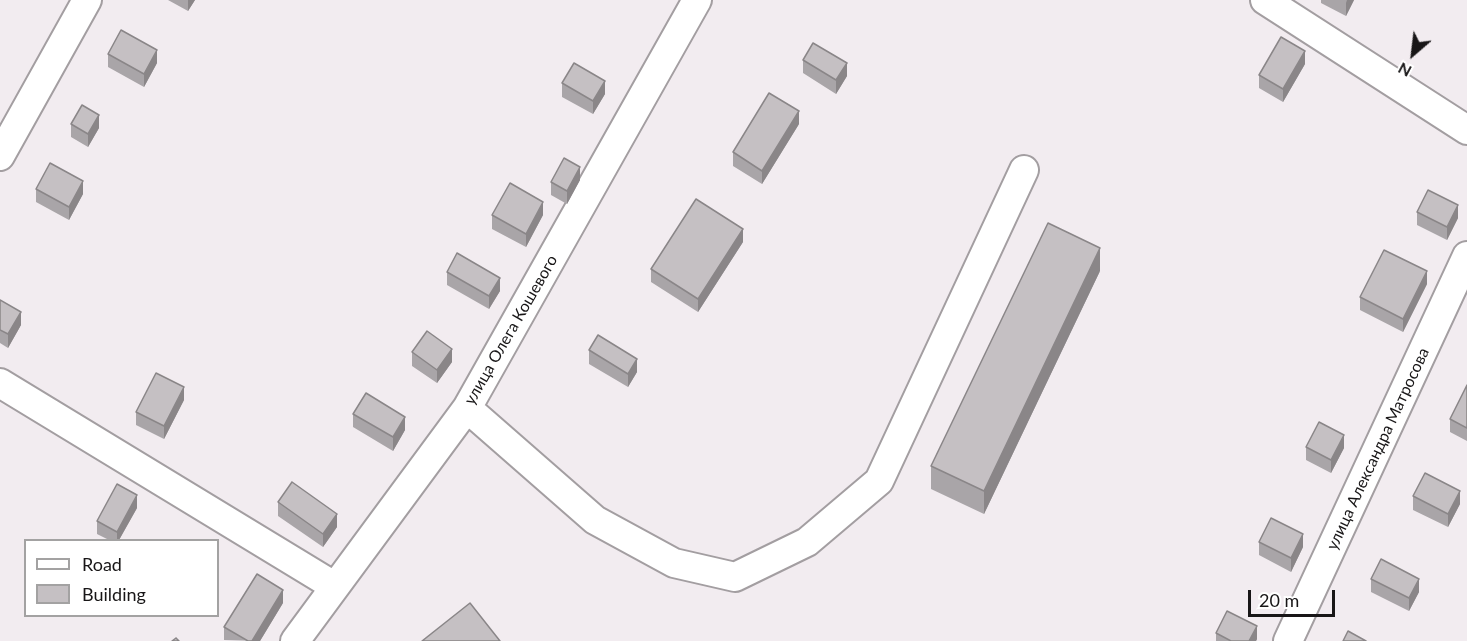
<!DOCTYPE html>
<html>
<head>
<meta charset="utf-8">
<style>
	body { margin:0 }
	#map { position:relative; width:1467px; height:641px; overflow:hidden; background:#f2ecf0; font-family:Lato,sans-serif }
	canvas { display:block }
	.legend { position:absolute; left:24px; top:539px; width:195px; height:78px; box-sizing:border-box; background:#fff; border:2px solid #a3a2a2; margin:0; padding:8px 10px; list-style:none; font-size:18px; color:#181617 }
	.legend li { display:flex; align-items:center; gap:12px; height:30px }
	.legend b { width:30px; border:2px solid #a3a2a2 }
	.north { position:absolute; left:1383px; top:24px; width:60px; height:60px; -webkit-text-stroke:4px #fff; paint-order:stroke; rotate:208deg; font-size:16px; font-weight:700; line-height:24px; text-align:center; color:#181617 }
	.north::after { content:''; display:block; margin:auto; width:21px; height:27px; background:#181617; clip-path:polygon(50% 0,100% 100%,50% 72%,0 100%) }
	.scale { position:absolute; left:1248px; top:590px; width:87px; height:27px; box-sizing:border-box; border:3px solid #181617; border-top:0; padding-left:8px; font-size:18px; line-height:21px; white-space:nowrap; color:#181617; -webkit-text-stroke:4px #fff; paint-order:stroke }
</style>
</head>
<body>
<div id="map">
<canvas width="1467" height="641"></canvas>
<ul class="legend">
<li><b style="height:8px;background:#fff"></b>Road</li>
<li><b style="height:16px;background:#c5c0c3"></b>Building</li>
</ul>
<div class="north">N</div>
<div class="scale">20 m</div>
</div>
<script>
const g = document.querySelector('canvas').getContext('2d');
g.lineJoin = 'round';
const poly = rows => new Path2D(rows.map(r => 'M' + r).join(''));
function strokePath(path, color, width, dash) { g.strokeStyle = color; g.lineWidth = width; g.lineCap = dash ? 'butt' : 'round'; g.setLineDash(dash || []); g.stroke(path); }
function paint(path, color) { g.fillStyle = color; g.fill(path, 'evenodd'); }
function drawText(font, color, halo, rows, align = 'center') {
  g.font = font + ' Lato,sans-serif'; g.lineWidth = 4.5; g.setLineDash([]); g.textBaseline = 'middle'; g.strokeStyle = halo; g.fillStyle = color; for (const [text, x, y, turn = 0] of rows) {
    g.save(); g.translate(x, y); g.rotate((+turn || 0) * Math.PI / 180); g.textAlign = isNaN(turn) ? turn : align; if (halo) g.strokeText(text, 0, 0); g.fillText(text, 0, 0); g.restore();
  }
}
const minor = poly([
	[1265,0,1467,130],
	[0,156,87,0],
	[0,383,334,586],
	[467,408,595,520,674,563,735,577,807,542,879,481,1024,170],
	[295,641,467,408,697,0],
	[1288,641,1467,256]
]);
strokePath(minor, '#a39ea1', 32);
strokePath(minor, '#fff', 28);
paint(poly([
	[168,0,195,0,188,11],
	[1321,0,1354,0,1346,16,1321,3],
	[108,54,157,63,144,87,108,67],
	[803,60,847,76,836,94,803,73],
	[1305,64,1283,102,1259,88,1259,75],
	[562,83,605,94,593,114,562,97],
	[71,124,99,128,88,147,71,137],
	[799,124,762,184,733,166,733,152],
	[580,180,567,204,551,195,551,182],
	[36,189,83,194,69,220,36,202],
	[1417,212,1458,218,1447,240,1417,225],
	[492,215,543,215,526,247,492,229],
	[743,242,698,312,651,282,651,269],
	[1100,271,984,514,931,489,931,466],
	[447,272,500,291,489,309,447,285],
	[1427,284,1403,332,1360,310,1360,297],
	[0,300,21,325,8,348,0,343],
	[589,350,637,372,628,387,589,364],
	[412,352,452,362,437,383,412,366],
	[1467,385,1467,441,1450,432,1450,419],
	[184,400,164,439,136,425,136,412],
	[353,414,405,430,393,451,353,427],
	[1306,447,1344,448,1331,473,1306,460],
	[1413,496,1460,504,1448,527,1413,510],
	[278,502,337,527,323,547,278,516],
	[137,508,119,540,109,540,97,534,97,521],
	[1259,542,1303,547,1291,572,1259,555],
	[1371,579,1419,592,1409,611,1371,592],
	[283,603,260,641,224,640,224,627],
	[1216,633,1257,639,1256,641,1216,641]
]), '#a9a5a8');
paint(poly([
	[188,0,195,0,188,11],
	[1347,0,1354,0,1346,16,1346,3],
	[157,50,157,63,144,87,144,74],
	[1305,51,1305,64,1283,102,1283,89],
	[847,63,847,76,836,94,836,80],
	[605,81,605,94,593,114,593,101],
	[799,111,799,124,762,184,762,171],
	[99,115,99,128,88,147,88,134],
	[580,167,580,180,567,204,567,191],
	[83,181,83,194,69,220,69,207],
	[543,202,543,215,526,247,526,234],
	[1458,205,1458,218,1447,240,1447,227],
	[743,229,743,242,698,312,698,299],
	[1100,248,1100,271,984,514,984,491],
	[1427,271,1427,284,1403,332,1403,319],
	[500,278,500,291,489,309,489,296],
	[21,312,21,325,8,348,8,334],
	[452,349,452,362,437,383,437,370],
	[637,359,637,372,628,387,628,374],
	[184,387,184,400,164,439,164,426],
	[405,417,405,430,393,451,393,437],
	[1344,435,1344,448,1331,473,1331,460],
	[1460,491,1460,504,1448,527,1448,514],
	[137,495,137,508,119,540,117,540,117,532],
	[337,514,337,527,323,547,323,534],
	[1303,534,1303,547,1291,572,1291,558],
	[1419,579,1419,592,1409,611,1409,598],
	[283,590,283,603,260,641,252,641],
	[1257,626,1257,639,1256,641,1249,641]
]), '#8a8688');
const building = poly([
	[121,30,157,50,144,74,108,54,121,30],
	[1281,37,1305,51,1283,89,1259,75,1281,37],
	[813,43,847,63,836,80,803,60,813,43],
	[574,63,605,81,593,101,562,83,574,63],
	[769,93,799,111,762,171,733,152,769,93],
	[82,105,99,115,88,134,71,124,82,105],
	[564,158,580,167,567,191,551,182,564,158],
	[50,163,83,181,69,207,36,189,50,163],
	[510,183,543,202,526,234,492,215,510,183],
	[1428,190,1458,205,1447,227,1417,212,1428,190],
	[696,199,743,229,698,299,651,269,696,199],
	[1048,223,1100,248,984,491,931,466,1048,223],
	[1384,250,1427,271,1403,319,1360,297,1384,250],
	[457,253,500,278,489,296,447,272,457,253],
	[0,300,21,312,8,334,0,330,0,300],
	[427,331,452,349,437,370,412,352,427,331],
	[598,335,637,359,628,374,589,350,598,335],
	[156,373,184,387,164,426,136,412,156,373],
	[1467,385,1467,428,1450,419,1467,385],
	[366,393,405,417,393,437,353,414,366,393],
	[1319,422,1344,435,1331,460,1306,447,1319,422],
	[1425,473,1460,491,1448,514,1413,496,1425,473],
	[292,482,337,514,323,534,278,502,292,482],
	[117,484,137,495,117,532,97,521,117,484],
	[1271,518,1303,534,1291,558,1259,542,1271,518],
	[1381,559,1419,579,1409,598,1371,579,1381,559],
	[257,574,283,590,252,641,248,641,224,627,257,574],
	[470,603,500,641,422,641,470,603],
	[1227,611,1257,626,1249,641,1231,641,1216,633,1227,611],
	[1348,631,1366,641,1343,641,1348,631],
	[176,638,179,641,172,641,176,638]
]);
paint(building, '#c5c0c3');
strokePath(building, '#8a8688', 1.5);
drawText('16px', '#181617', '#fff', [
	["улица Олега Кошевого",511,330,-60],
	["улица Александра Матросова",1378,449,-65]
]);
</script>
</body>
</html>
^^^^
The lines from the beginning of the listing above through the line holding "display:flex; align-items:center; gap:12px;" are to be duplicated exactly, and the pictures omitted.

<!DOCTYPE html>
<html>
<head>
<meta charset="utf-8">
<style>
	body { margin:0 }
	#map { position:relative; width:1467px; height:641px; overflow:hidden; background:#f2ecf0; font-family:Lato,sans-serif }
	canvas { display:block }
	.legend { position:absolute; left:24px; top:539px; width:195px; height:78px; box-sizing:border-box; background:#fff; border:2px solid #a3a2a2; margin:0; padding:8px 10px; list-style:none; font-size:18px; color:#181617 }
	.legend li { display:flex; align-items:center; gap:12px; height:30px }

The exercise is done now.